LRStar: LR(*) parser generator

An LRTEC software product

  Home Testimonials Comparison Papers Installation LRStar DFA Definitions Contact  

DFA 9.0 User's Manual

Section 1. Introduction


DFA generates compressed-matrix table-driven lexers, which are very fast and small. DFA lexers compile very fast.

Section 2. Command-Line Syntax.

DFA is a command-line (or console-mode) program. The command-line syntax is:

dfa <grammar> [<option>]...

dfa   is the program name.
<grammar>   is the input grammar, (e.g. 'calc' or 'calc.lgr'). Must have a filetype of '.lgr'.
[<option>]...   means zero or more program options.

An <option> must start with a '/' or '-'. '/' means yes. '-' means no (e.g. '-c' means don't list the conflicts).

Here are some examples:

dfa ansic
dfa ansic /v /c /d /st
dfa ansic /v /m -g -st

Here is a typical make.bat file for building a parser (on Windows systems):

..\..\bin\dfa calc /v=2 /d -st -g

Section 3. Program Options

This chapter contains a more in depth explanation of the DFA program options when creating a lexical analyzer. In this case, your input file name should have a filetype of 'lgr'. Here is the list of options.

DFA 1.0.000 Copyright 2018 LRTEC.
|   dfa <grammar> [/<option>...]
|   c           0    Conflict report (all conflicts)
|   g           0    Grammar listing for the lexical grammar
|   m           1    Minimize lexer-table size
|   st          0    State machine listing (for lexer)
|   sto         0    Optimized state machine listing (for lexer)
|   tab         3    Tab setting in lexical grammar (2,3,4)
|   v           1    Verbose mode for lexical grammar

'c' option: Conflict report for all conflicts.

The 'c' option tells DFA to report shift-reduce conflicts also. Usually only the reduce-reduce conflicts are reported in the "*.lgr.conflicts.txt" file because these are real errors. The shift-reduce conflicts are usually resolved by choosing the shift action. The default is 'c=0' (no shift-reduce conflict reporting).
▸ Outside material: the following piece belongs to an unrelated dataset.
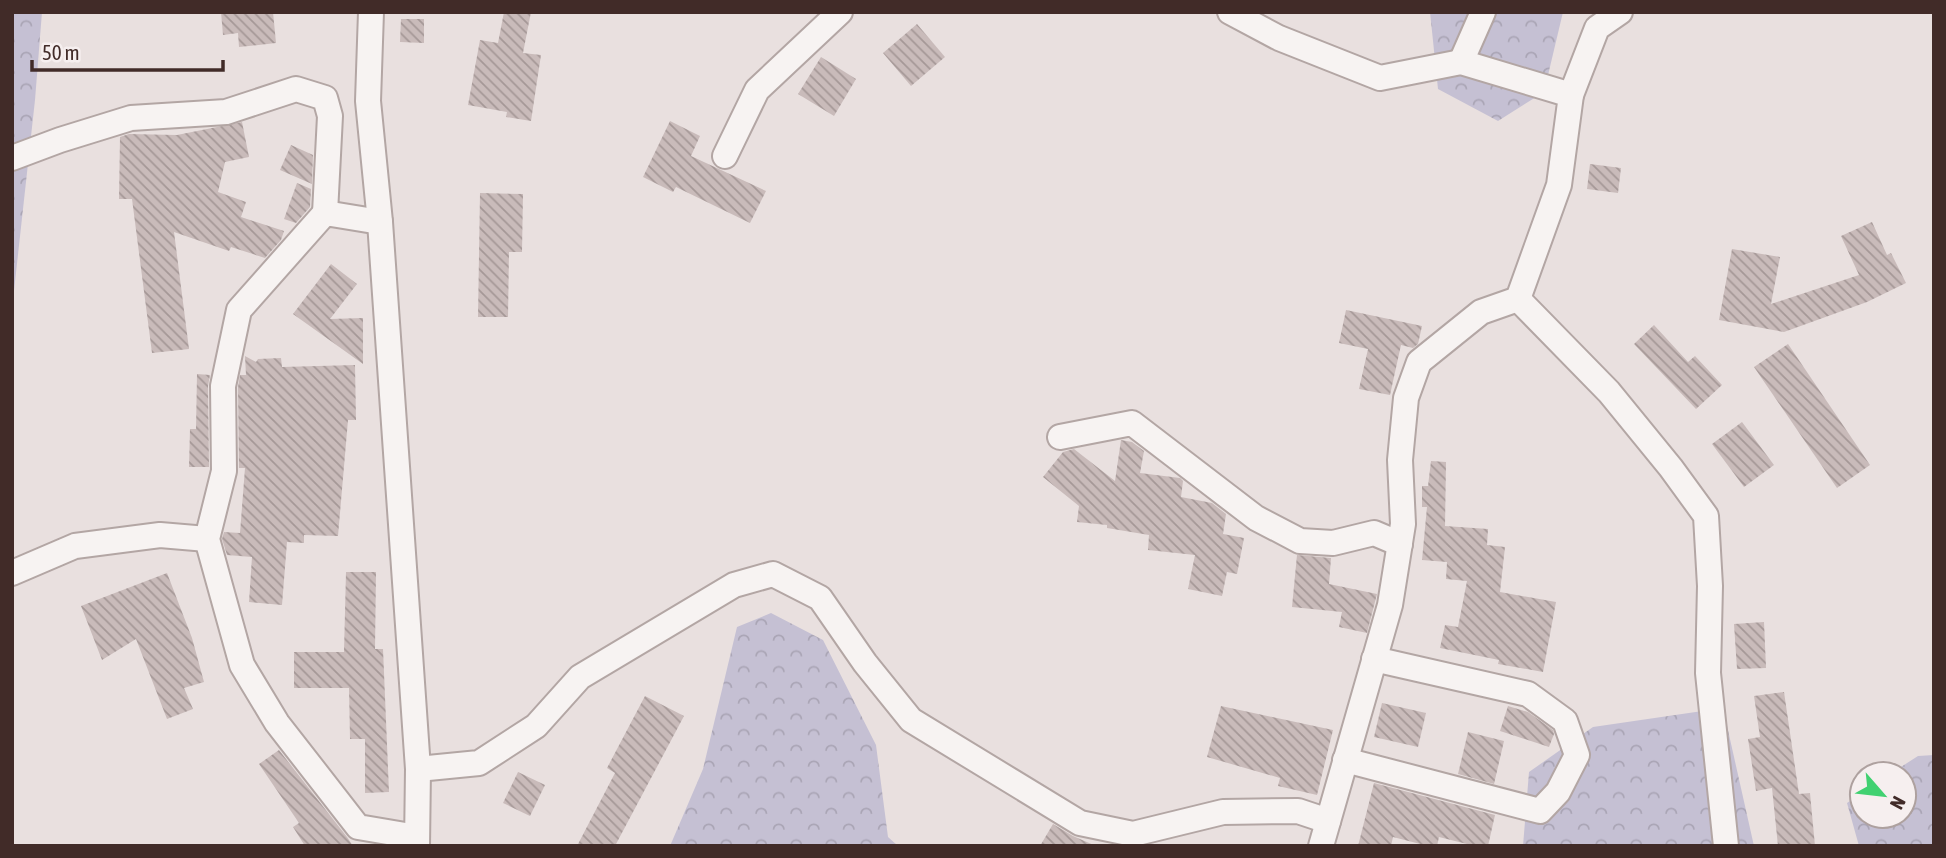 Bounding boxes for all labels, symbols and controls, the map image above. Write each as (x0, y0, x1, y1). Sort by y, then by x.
scale bar (32, 28, 222, 72)
text: 50 m (42, 40, 80, 64)
north arrow (1848, 760, 1918, 830)
text: N (1886, 793, 1910, 813)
'g' option: Create a grammar listing file.

The 'g' option tells DFA to generate a grammar file: ?.lgr.grammar.txt.

'm' option: Minimize lexer table size.

The 'm' option tells DFA to minimize the size of the lexer tables.

'st' option: State machine listing.

The 'st' option tells DFA to list the original unoptimized state machine in a file. This state machine is the one that you might want to look at when trying to figure out why your grammar has a conflict. This state machine listing can be very large. The optimized state machine is much smaller, but the state numbers in the optimized one do not correspond to the state numbers in the conflict report.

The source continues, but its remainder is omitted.